An associate recently install one of those things and burns corn in it. According to him, a dump truck full of corn costs a whole lot less than either wood, oil, gas or electric. Stoking an outside stove with dried corn does not sound all that entertaining however, and it would be tough to involve khuks in the process.
 
There may be better things to burn, but consider wood's efficiency. As my father used to say, it warms you twice: once while chopping it and again while burning it. (If you ask me, it warms you a third time while humping all that damned wood into the house to set next to the stove.) What other fuel can provide this?

I was a blessed with a warm (if splintery) childhood. ;)
 
The outside wood stoves around here are found on big spreads or rich Actor's homes in the mountains. They take some pretty big logs and would be inefficient in a normal home. Maybe there are smaller ones, but then the thing has to work againt sub zero weather, and I don't know why anyone would want it outside. The large outside stove takes enormous chunks of wood and can beat the cold. They blow the heat into the house, often through a vent system going room to room or at least area to area.

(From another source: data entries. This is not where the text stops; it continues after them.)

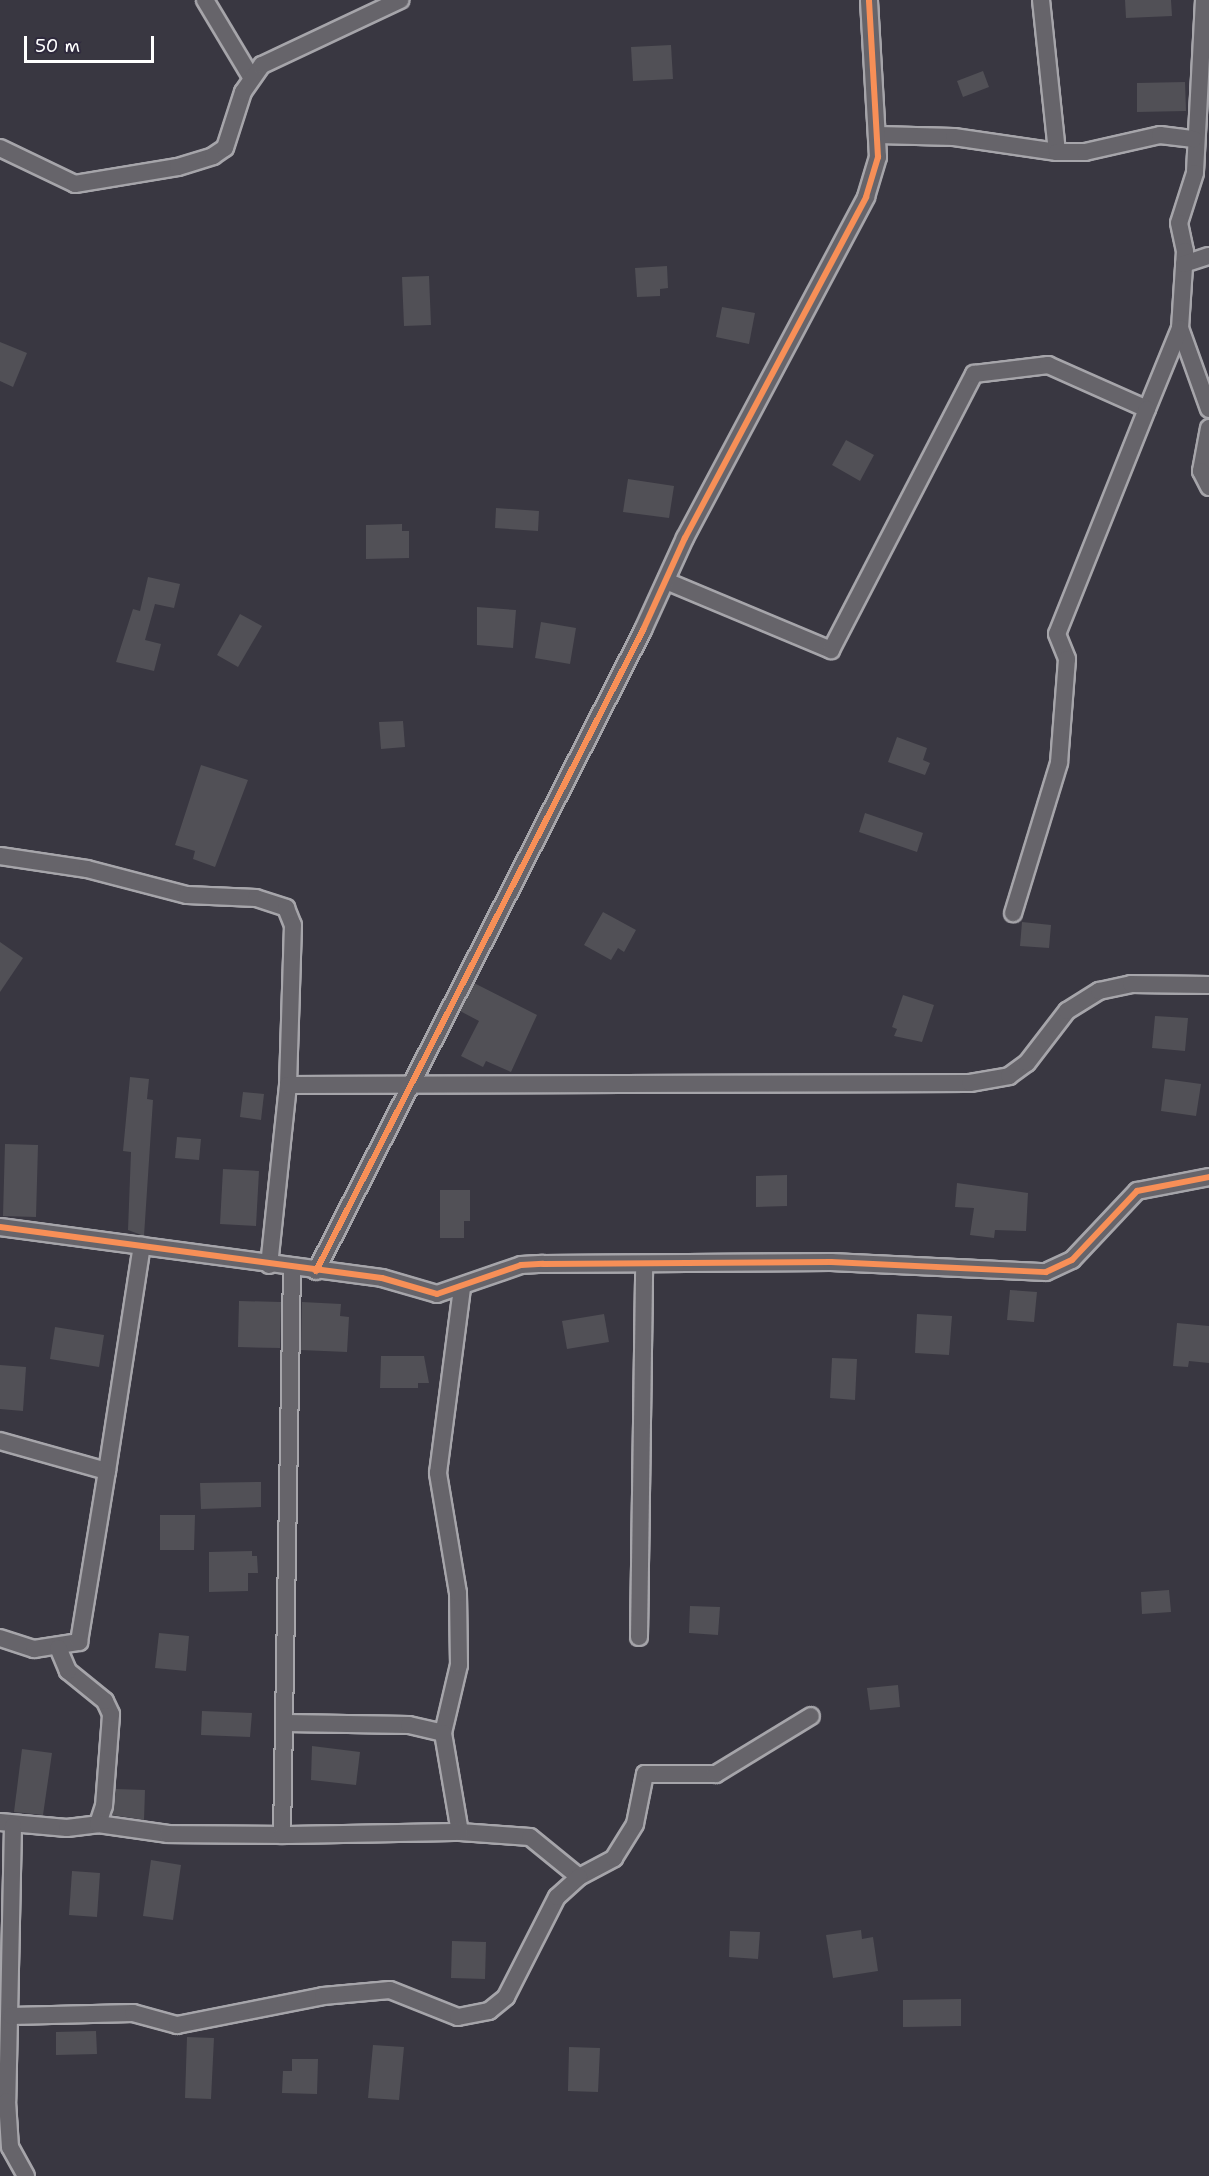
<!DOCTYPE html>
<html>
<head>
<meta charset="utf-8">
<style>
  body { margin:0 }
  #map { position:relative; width:1209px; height:2176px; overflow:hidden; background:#393741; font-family:"Shantell Sans",sans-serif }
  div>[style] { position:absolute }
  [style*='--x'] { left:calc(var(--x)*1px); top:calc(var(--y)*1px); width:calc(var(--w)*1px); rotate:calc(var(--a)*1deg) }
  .building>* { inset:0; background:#515056 }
  .roads { filter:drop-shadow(2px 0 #a6a5aa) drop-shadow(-2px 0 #a6a5aa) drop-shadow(0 2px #a6a5aa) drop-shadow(0 -2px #a6a5aa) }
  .minor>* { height:16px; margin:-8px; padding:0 8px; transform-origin:8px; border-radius:8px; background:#66646a }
  .cycleway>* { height:6px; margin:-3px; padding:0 3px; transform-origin:3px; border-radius:3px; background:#f78f57 }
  span { translate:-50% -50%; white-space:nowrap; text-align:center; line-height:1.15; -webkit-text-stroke:5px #2f2a3d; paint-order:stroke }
  .scale { position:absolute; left:24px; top:36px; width:130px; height:27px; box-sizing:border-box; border:3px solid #fff; border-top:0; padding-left:8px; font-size:18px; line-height:21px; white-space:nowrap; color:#fff; -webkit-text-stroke:4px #2f2a3d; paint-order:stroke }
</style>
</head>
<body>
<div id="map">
  <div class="building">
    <div style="clip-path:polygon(1125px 0,1171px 0,1172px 16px,1126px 18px)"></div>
    <div style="clip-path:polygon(671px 45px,673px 79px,633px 81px,631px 47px)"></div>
    <div style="clip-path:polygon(983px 71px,989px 87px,963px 97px,957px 81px)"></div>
    <div style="clip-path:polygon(1185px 82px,1186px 111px,1137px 112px,1137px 83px)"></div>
    <div style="clip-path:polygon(667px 266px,668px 288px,660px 289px,660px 296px,637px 297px,635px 268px)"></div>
    <div style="clip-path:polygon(429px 276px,431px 325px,404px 326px,402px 277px)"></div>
    <div style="clip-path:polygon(722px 307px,755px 313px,749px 344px,716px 337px)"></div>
    <div style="clip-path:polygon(0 342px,27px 353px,13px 387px,0 381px)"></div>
    <div style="clip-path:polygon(846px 440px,874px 455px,860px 481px,832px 465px)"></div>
    <div style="clip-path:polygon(628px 479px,674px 486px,669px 518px,623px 512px)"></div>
    <div style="clip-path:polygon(496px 508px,539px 511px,538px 531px,495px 528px)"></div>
    <div style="clip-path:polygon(402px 524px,402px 531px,409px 531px,409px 558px,366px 559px,366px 525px)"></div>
    <div style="clip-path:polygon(148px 577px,180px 584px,174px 608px,155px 604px,145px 640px,161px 644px,154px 671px,116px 662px,133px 609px,140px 611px)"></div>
    <div style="clip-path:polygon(477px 607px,516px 610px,513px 648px,477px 645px)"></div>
    <div style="clip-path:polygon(240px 614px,262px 626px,238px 667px,217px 655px)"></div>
    <div style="clip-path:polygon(541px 622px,576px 628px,570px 664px,535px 658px)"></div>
    <div style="clip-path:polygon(403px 721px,405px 747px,381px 749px,379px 722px)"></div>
    <div style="clip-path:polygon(897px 737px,927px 748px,923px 760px,930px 763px,925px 775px,888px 762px)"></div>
    <div style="clip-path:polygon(201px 765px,248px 780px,215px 867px,193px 859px,195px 851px,175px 845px)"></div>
    <div style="clip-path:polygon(865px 813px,923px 833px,917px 852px,859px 832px)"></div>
    <div style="clip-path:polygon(603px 912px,636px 930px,624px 952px,618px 948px,611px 960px,584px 945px)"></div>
    <div style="clip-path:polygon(1022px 922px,1051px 925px,1049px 948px,1020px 946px)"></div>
    <div style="clip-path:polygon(0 942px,23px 958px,0 992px)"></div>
    <div style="clip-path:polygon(474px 983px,537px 1015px,511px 1072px,486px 1061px,483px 1067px,461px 1056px,479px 1021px,460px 1011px)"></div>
    <div style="clip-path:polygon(903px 995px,934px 1005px,922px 1042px,894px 1036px,897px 1029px,892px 1027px)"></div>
    <div style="clip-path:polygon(1155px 1016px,1188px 1018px,1185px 1051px,1152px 1048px)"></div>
    <div style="clip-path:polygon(130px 1077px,149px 1079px,147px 1099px,153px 1100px,144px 1236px,128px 1230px,131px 1152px,123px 1151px)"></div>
    <div style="clip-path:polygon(1165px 1079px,1201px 1084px,1196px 1116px,1161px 1111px)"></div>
    <div style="clip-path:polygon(243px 1092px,264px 1094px,261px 1120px,240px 1117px)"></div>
    <div style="clip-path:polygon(177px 1137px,201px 1139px,199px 1160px,175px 1158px)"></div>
    <div style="clip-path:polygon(5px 1144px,38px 1145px,36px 1217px,3px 1216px)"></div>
    <div style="clip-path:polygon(223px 1169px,259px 1171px,256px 1226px,220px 1224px)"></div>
    <div style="clip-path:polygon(787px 1175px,787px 1206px,756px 1207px,756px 1176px)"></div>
    <div style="clip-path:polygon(957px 1183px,1028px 1193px,1026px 1231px,995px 1230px,994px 1238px,970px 1235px,974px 1208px,955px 1207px)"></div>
    <div style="clip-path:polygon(440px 1190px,470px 1190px,470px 1221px,464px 1221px,464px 1238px,440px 1238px)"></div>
    <div style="clip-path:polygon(1010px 1290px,1037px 1292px,1034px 1322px,1007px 1320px)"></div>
    <div style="clip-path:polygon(239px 1301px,281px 1302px,280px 1348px,238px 1347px)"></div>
    <div style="clip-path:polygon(302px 1302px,341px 1304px,340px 1316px,349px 1317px,347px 1352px,301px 1350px)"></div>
    <div style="clip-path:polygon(604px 1314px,609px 1342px,567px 1349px,562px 1321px)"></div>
    <div style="clip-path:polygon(917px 1314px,952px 1316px,949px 1355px,915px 1353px)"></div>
    <div style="clip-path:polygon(1177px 1323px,1209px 1326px,1209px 1363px,1189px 1361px,1188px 1367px,1173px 1366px)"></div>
    <div style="clip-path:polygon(55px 1327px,104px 1335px,99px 1367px,50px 1359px)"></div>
    <div style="clip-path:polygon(381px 1356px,424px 1356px,429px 1383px,418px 1383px,418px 1388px,380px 1388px)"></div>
    <div style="clip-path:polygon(832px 1358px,857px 1359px,855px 1400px,830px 1398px)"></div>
    <div style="clip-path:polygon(0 1365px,26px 1367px,23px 1411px,0 1409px)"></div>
    <div style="clip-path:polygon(261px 1482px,261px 1507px,201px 1509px,200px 1483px)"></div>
    <div style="clip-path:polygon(160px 1515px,195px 1515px,194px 1550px,160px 1550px)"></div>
    <div style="clip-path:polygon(252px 1551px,252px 1556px,257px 1556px,258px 1573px,248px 1573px,248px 1591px,209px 1592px,209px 1552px)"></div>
    <div style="clip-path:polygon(1169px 1590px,1171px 1612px,1142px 1614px,1141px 1592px)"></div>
    <div style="clip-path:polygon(690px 1606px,720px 1607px,718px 1635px,689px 1633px)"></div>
    <div style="clip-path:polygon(159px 1633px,189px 1636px,186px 1671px,155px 1668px)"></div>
    <div style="clip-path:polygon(898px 1685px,900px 1707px,870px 1710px,867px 1688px)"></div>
    <div style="clip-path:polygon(202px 1711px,252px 1713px,250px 1737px,201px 1735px)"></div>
    <div style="clip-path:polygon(312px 1746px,360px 1752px,356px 1785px,311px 1780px)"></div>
    <div style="clip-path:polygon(22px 1749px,52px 1753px,43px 1815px,14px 1812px)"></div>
    <div style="clip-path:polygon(116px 1789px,145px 1790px,144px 1820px,112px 1815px)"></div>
    <div style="clip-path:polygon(151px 1860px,181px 1865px,173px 1920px,143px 1916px)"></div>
    <div style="clip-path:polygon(72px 1871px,100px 1873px,97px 1917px,69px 1915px)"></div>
    <div style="clip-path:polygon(861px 1930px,862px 1939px,873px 1937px,878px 1971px,833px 1978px,826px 1935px)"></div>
    <div style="clip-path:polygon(730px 1931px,760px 1932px,758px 1959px,729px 1957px)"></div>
    <div style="clip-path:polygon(452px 1941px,486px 1942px,485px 1979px,451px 1978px)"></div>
    <div style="clip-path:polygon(961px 1999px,961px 2026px,903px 2027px,903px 2000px)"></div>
    <div style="clip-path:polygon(96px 2031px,97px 2054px,56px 2055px,56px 2032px)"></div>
    <div style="clip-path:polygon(187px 2037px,214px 2038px,211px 2099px,185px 2098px)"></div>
    <div style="clip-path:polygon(373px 2045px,404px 2047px,399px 2100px,368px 2098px)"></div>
    <div style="clip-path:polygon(569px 2047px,600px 2048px,598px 2092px,568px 2091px)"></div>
    <div style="clip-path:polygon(292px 2059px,318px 2059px,317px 2094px,282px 2093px,283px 2071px,292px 2071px)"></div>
  </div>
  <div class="roads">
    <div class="minor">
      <div style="--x:205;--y:0;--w:90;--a:59.1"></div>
      <div style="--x:1204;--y:0;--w:173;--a:93"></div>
      <div style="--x:1195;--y:173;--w:52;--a:107.7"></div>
      <div style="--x:1179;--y:223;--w:29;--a:78"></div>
      <div style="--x:1185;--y:251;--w:77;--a:93.7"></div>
      <div style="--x:1180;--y:328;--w:86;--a:70.3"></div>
      <div style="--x:878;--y:135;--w:76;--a:1.5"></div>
      <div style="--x:954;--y:137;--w:104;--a:8.3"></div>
      <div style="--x:1057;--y:152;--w:153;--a:-96"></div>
      <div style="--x:0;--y:148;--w:83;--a:25.6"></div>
      <div style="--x:75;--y:184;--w:104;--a:-9.4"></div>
      <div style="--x:178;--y:167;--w:37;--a:-17"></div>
      <div style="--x:213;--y:156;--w:14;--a:-34"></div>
      <div style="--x:225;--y:148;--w:59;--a:-72.2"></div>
      <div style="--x:243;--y:92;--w:33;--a:-55"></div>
      <div style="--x:262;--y:65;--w:153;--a:-25.2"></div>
      <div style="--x:1057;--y:152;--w:28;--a:0"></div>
      <div style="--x:1085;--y:152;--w:77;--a:-12.8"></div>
      <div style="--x:1160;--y:135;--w:34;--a:7"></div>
      <div style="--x:1184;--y:264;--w:26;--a:-18"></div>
      <div style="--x:1147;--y:409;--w:87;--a:-67.8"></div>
      <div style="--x:1209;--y:428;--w:44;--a:100.5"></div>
      <div style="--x:1201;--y:471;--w:18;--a:63"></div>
      <div style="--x:666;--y:581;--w:179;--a:22.7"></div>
      <div style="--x:831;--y:650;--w:311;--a:-62.6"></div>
      <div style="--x:974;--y:374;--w:75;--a:-6.9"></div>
      <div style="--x:1048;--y:365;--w:108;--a:24"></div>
      <div style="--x:1147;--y:409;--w:242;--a:111.8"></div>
      <div style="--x:1057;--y:634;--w:27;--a:68"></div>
      <div style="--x:1067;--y:659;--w:104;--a:94.4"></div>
      <div style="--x:1059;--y:763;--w:157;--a:107"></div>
      <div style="--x:0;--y:856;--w:88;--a:8.5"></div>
      <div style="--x:87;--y:869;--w:103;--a:14.6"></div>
      <div style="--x:187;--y:895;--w:69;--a:2.5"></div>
      <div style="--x:256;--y:898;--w:32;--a:18"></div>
      <div style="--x:286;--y:908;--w:18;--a:68"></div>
      <div style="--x:293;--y:925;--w:160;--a:91.8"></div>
      <div style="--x:288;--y:1085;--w:181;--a:96"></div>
      <div style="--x:288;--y:1085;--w:682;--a:-0.17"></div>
      <div style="--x:970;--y:1083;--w:40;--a:-10"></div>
      <div style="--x:1009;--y:1076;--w:22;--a:-36"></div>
      <div style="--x:1027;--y:1063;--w:66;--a:-52.4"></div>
      <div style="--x:1067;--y:1011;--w:38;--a:-32"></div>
      <div style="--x:1099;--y:991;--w:33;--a:-12"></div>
      <div style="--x:1131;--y:984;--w:78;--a:0.7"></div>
      <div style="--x:0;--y:1227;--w:385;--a:7.6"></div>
      <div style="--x:382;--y:1278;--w:57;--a:16.2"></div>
      <div style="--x:437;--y:1294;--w:89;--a:-19"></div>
      <div style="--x:521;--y:1265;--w:22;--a:-3"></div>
      <div style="--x:543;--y:1264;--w:288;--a:-0.4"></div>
      <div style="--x:831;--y:1262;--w:215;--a:2.7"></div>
      <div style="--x:1046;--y:1272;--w:29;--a:-25"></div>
      <div style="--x:1072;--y:1260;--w:95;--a:-46.7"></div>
      <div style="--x:1137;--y:1191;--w:73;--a:-11"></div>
      <div style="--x:316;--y:1271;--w:720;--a:-62.97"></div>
      <div style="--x:643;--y:630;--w:101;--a:-65.5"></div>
      <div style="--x:685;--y:538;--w:386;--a:-62"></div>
      <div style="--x:866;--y:197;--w:42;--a:-73.3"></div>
      <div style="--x:878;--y:157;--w:157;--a:-93.3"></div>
      <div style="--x:0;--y:1441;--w:111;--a:15.7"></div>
      <div style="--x:107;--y:1471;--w:228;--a:-81.2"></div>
      <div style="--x:639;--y:1637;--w:373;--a:-89.2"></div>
      <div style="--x:0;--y:1638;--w:36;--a:18"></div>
      <div style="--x:34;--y:1649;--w:46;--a:-8.8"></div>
      <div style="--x:79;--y:1642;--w:173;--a:-80.7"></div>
      <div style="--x:286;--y:1723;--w:123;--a:0.9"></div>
      <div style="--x:409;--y:1725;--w:35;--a:13"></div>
      <div style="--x:443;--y:1733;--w:70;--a:-76.8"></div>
      <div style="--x:459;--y:1665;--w:72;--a:-90.8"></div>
      <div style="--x:458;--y:1593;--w:122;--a:-99.5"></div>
      <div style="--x:438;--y:1473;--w:186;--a:-82.6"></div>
      <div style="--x:443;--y:1733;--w:100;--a:80.3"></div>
      <div style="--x:460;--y:1832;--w:70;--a:4.1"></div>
      <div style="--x:530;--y:1837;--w:63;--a:39.2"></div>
      <div style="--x:579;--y:1877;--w:40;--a:-28"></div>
      <div style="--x:614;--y:1858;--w:40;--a:-58"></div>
      <div style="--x:635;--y:1824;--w:51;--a:-78.7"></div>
      <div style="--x:645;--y:1774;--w:71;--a:0"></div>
      <div style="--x:716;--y:1774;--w:111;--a:-31.4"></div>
      <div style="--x:0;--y:1822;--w:67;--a:5.1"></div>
      <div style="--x:67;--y:1828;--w:31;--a:-7"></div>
      <div style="--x:98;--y:1824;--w:19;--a:-72"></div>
      <div style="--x:104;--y:1806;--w:92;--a:-85.6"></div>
      <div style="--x:111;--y:1714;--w:14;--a:-115"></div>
      <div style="--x:105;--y:1701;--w:48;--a:-141"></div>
      <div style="--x:68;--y:1671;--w:25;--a:-113"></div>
      <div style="--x:98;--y:1824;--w:71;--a:8.1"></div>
      <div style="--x:168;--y:1834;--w:114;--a:0.5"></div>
      <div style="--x:282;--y:1835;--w:566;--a:-88.99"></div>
      <div style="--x:13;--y:1826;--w:275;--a:91.2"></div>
      <div style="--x:7;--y:2101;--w:46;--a:86.3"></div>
      <div style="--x:10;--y:2147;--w:33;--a:61"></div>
      <div style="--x:282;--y:1835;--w:178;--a:-1"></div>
      <div style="--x:11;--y:2016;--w:122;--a:-1.4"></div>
      <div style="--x:133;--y:2013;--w:46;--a:15.3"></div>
      <div style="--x:177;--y:2025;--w:149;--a:-11.2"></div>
      <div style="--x:323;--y:1996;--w:67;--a:-5.1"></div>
      <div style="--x:390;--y:1990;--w:73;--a:21.7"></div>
      <div style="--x:458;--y:2017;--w:32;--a:-11"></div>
      <div style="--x:489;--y:2011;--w:22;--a:-39"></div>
      <div style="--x:506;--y:1997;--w:112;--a:-63"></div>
      <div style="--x:557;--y:1897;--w:30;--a:-42"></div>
    </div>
  </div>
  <div class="cycleway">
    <div style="--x:0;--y:1227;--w:385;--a:7.6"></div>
    <div style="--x:382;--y:1278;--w:57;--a:16.2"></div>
    <div style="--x:437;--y:1294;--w:89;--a:-19"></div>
    <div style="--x:521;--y:1265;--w:22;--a:-3"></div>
    <div style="--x:543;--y:1264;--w:288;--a:-0.4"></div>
    <div style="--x:831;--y:1262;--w:215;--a:2.7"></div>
    <div style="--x:1046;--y:1272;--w:29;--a:-25"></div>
    <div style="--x:1072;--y:1260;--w:95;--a:-46.7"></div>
    <div style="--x:1137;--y:1191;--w:73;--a:-11"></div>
    <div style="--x:316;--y:1271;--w:720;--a:-62.97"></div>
    <div style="--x:643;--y:630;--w:101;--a:-65.5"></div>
    <div style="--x:685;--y:538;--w:386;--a:-62"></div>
    <div style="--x:866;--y:197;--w:42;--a:-73.3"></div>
    <div style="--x:878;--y:157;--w:157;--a:-93.3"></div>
  </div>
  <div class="scale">50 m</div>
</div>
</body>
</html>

I know pellets are the top of the line, but the only people I know owning one lived in Northern Ca and the pellets weren't a 3 hour drive away from home.
That may be changing here- they might be one hour away.
Wood is plentiful. Just seems the best way to go. I need the exercise, and my boys have a blast. I also get to work out with khuks more than I would if I lived in the city or had a pellet stove. And I get to get outside.


munk
 
A sig line seen on another forum:
Build a man a fire, and he'll be warm for the night. Set a man on fire, and he'll be warm for the rest of his life.
Wish I'd said that. He likes to riff on this theme ... previous sig line was
Give a man a fish, and he'll be fed for a day. Teach a man to fish, and he won't show up for work tomorrow.